The aftermath of the Battle of Normandy
The Battle of the Falaise Pocket ended the Battle of Normandy with a decisive German defeat. Hitler’s involvement had been damaging from the first, with his insistence on hopelessly unrealistic counter-offensives, micro-management of generals, and refusal to countenance withdrawal, when his armies were threatened with annihilation. More than forty German divisions were destroyed during the Battle of Normandy. No exact figures are available but historians estimate that the battle cost the German forces 450,000 men, of whom 240,000 were killed or wounded.
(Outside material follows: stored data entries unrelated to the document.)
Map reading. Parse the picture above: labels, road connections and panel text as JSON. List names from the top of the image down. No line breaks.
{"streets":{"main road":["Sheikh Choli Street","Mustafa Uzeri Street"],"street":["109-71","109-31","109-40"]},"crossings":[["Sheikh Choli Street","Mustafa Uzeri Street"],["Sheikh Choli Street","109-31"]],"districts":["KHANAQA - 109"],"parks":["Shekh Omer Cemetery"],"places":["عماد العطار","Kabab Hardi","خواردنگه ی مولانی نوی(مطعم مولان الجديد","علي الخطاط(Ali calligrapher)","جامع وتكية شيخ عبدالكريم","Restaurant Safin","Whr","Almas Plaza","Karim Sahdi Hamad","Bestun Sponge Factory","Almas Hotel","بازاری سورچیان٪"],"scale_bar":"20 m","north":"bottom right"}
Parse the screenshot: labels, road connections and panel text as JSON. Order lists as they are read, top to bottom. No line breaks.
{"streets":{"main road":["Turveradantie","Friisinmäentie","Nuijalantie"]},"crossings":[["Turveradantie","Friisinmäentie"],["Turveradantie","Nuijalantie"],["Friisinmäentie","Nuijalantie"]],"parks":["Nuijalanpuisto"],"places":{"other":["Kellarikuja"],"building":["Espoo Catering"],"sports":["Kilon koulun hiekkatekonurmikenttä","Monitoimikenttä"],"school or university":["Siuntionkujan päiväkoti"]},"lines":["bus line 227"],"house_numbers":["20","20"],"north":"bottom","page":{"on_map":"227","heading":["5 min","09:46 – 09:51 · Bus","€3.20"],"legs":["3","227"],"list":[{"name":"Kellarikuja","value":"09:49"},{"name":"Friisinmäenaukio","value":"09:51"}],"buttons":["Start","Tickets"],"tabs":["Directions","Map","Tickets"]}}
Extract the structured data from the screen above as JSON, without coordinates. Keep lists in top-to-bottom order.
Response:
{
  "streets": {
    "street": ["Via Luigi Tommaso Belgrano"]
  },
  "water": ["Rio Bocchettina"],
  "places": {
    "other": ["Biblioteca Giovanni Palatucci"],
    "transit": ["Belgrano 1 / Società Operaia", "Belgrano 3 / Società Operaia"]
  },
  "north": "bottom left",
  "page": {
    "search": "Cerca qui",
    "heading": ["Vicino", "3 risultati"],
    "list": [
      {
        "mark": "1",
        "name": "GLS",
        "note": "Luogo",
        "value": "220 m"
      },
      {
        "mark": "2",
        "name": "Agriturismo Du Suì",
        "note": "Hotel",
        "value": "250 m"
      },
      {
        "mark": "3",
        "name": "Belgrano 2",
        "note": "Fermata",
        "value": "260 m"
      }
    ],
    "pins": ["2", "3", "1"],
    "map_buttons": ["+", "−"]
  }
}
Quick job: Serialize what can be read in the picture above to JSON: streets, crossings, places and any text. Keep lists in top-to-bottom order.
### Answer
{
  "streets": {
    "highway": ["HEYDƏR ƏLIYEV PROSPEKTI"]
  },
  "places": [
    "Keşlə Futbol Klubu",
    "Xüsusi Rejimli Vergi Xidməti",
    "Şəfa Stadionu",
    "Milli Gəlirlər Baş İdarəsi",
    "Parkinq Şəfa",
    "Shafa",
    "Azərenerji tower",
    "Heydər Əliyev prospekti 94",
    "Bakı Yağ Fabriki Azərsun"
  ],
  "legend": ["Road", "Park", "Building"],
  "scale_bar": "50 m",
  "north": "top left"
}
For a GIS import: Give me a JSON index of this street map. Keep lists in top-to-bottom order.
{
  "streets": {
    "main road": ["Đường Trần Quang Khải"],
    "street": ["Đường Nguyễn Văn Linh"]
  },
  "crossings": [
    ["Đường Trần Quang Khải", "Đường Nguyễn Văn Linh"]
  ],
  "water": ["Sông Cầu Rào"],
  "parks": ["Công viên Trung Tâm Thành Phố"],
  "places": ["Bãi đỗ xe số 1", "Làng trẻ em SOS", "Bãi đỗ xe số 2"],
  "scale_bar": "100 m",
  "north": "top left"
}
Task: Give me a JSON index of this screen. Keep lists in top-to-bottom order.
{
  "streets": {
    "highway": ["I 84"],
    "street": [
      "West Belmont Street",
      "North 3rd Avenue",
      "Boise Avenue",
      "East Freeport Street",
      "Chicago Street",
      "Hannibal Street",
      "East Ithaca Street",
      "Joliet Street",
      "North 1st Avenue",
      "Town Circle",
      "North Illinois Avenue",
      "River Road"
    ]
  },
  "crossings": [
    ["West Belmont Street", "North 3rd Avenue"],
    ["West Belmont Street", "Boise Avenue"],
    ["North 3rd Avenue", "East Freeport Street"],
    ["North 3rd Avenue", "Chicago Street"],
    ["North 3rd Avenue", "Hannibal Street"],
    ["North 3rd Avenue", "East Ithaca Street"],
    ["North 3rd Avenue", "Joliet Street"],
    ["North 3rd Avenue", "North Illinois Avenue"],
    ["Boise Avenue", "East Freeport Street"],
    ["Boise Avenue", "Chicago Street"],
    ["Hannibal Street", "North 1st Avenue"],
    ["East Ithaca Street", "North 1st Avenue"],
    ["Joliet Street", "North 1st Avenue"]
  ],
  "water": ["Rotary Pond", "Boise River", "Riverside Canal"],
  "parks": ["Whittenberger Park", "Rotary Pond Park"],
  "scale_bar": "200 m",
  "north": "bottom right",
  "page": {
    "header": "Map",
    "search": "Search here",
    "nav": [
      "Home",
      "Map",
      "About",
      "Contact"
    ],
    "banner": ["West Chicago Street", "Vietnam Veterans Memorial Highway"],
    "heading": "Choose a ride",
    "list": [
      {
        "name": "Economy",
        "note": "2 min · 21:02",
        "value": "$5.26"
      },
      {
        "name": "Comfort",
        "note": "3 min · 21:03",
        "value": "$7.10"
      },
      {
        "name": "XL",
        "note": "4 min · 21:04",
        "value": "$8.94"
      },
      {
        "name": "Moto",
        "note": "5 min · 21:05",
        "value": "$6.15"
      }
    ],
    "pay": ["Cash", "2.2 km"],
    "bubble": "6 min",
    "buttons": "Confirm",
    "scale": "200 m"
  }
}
The Allies had achieved victory at a cost of 209,672 casualties among the ground forces, including 36,976 killed and 19,221 missing. The Allied air forces lost 16,714 airmen killed or missing in connection with Operation Overlord. The final battle of Operation Overlord, the Liberation of Paris, followed on August 25 and Overlord ended by August 30, with the retreat of the last German unit across the Seine.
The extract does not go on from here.